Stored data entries
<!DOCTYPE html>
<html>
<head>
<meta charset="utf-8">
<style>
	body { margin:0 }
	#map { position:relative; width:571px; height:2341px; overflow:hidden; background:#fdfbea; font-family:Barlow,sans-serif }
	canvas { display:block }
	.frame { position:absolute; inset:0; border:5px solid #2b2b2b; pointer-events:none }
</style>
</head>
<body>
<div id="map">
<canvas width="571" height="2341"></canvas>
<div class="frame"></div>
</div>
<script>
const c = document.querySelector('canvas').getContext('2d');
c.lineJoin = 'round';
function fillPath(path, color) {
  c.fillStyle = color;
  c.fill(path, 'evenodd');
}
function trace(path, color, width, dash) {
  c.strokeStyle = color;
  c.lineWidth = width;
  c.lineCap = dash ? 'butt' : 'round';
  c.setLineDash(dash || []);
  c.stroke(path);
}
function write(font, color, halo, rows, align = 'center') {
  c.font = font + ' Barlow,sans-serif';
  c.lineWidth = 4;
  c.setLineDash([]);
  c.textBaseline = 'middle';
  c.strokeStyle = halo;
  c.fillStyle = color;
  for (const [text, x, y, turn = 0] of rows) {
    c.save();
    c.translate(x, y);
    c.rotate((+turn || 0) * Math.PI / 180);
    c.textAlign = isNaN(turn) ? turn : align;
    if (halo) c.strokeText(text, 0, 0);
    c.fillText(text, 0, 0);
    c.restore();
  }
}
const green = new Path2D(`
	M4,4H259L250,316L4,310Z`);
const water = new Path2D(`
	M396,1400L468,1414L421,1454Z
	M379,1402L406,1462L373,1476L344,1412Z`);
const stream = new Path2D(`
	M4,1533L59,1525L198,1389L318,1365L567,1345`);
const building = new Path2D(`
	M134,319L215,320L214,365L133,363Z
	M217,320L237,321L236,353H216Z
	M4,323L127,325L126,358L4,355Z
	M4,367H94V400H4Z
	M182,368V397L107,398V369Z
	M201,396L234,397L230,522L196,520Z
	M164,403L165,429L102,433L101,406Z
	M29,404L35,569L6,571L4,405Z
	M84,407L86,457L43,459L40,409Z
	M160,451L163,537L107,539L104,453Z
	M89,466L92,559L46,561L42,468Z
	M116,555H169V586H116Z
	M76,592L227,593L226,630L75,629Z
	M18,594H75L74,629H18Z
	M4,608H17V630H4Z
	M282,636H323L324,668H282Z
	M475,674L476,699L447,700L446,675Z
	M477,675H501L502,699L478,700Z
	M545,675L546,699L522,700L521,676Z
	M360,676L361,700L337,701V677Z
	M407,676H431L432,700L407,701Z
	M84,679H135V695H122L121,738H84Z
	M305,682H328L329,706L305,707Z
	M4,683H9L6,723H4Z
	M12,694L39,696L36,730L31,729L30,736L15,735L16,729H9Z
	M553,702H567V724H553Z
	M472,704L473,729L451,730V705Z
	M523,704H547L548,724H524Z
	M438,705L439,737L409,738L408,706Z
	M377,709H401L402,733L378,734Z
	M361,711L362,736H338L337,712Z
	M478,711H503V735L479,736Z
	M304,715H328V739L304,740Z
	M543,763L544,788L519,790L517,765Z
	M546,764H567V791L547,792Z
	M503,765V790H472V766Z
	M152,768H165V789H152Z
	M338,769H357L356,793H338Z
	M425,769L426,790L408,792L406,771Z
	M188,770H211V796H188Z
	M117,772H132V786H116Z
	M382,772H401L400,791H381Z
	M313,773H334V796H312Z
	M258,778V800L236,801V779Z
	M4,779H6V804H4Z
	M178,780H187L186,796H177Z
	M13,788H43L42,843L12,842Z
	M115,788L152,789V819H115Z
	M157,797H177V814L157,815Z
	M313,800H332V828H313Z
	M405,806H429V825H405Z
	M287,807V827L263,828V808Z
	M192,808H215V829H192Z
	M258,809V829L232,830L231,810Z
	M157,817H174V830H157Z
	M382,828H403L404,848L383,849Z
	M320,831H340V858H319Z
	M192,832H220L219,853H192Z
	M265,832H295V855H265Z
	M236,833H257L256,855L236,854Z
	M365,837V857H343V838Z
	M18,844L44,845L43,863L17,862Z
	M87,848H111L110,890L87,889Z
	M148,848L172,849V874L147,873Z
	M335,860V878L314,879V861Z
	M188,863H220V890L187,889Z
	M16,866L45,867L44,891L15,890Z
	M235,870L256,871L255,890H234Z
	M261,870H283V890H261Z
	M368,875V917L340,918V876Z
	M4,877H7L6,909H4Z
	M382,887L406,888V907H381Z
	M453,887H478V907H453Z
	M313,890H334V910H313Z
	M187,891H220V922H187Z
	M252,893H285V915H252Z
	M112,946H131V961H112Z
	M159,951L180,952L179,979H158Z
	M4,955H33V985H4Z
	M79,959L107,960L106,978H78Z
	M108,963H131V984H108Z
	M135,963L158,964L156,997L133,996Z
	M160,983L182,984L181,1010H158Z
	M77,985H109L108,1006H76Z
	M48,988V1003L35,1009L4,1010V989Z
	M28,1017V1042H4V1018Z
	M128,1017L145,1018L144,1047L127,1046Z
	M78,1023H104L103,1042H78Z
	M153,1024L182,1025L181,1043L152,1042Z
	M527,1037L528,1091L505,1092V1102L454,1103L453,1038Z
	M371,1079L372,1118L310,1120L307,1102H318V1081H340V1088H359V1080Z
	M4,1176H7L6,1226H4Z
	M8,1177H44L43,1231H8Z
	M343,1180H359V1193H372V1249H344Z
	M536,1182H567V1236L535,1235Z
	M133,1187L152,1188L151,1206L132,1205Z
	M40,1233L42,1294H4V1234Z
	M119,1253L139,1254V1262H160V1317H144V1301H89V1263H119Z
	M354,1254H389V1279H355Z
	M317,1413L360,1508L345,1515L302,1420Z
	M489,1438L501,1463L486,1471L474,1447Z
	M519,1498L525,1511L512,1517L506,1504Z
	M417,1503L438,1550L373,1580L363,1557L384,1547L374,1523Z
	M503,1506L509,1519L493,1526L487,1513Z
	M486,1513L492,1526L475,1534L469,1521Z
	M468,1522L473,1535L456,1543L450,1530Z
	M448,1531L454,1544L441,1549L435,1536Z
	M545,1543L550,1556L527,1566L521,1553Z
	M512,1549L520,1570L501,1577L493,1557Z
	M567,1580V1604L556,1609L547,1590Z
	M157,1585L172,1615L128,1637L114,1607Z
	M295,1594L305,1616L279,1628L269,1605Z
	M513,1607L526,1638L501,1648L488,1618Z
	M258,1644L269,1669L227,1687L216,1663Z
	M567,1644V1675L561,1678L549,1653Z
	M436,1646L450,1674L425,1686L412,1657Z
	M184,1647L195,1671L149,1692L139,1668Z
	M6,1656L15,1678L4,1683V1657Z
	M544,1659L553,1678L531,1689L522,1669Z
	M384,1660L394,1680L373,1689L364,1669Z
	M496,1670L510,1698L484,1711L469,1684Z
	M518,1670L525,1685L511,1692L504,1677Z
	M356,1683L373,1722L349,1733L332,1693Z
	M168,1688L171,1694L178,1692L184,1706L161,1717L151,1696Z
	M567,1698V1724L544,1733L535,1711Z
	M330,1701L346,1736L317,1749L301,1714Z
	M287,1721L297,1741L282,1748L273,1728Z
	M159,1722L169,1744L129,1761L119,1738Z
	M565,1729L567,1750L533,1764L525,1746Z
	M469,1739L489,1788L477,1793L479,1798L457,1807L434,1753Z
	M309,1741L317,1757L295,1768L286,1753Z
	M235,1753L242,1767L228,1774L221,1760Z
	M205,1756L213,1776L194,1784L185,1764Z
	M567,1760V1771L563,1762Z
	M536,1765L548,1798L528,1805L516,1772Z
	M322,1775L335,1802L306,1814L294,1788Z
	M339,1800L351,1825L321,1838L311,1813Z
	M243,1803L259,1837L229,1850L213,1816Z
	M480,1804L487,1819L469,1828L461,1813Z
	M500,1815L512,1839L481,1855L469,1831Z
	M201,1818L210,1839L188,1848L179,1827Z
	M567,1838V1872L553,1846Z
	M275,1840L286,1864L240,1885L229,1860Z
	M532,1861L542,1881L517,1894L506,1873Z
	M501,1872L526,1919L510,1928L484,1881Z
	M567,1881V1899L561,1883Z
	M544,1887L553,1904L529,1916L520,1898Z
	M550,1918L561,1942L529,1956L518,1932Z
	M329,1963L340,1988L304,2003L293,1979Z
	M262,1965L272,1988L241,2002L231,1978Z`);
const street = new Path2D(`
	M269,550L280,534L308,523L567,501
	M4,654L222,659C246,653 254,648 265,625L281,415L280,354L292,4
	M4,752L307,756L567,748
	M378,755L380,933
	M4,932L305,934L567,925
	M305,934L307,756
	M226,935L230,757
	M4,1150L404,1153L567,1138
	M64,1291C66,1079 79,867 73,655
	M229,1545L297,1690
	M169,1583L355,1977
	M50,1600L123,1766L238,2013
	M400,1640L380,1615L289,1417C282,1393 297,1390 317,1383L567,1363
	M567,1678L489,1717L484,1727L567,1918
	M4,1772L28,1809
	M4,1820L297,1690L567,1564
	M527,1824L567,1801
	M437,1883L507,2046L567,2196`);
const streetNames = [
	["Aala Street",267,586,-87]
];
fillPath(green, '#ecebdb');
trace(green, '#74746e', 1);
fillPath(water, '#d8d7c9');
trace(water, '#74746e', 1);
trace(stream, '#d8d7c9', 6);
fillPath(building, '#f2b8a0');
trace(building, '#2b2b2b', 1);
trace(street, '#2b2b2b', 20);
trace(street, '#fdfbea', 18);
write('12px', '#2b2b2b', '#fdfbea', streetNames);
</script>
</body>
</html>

▶ [Instructions to follow] Among the entries above, how many lines hold the string "strokeStyle"? Answer with the number only.

▶ [Solution for this problem] 2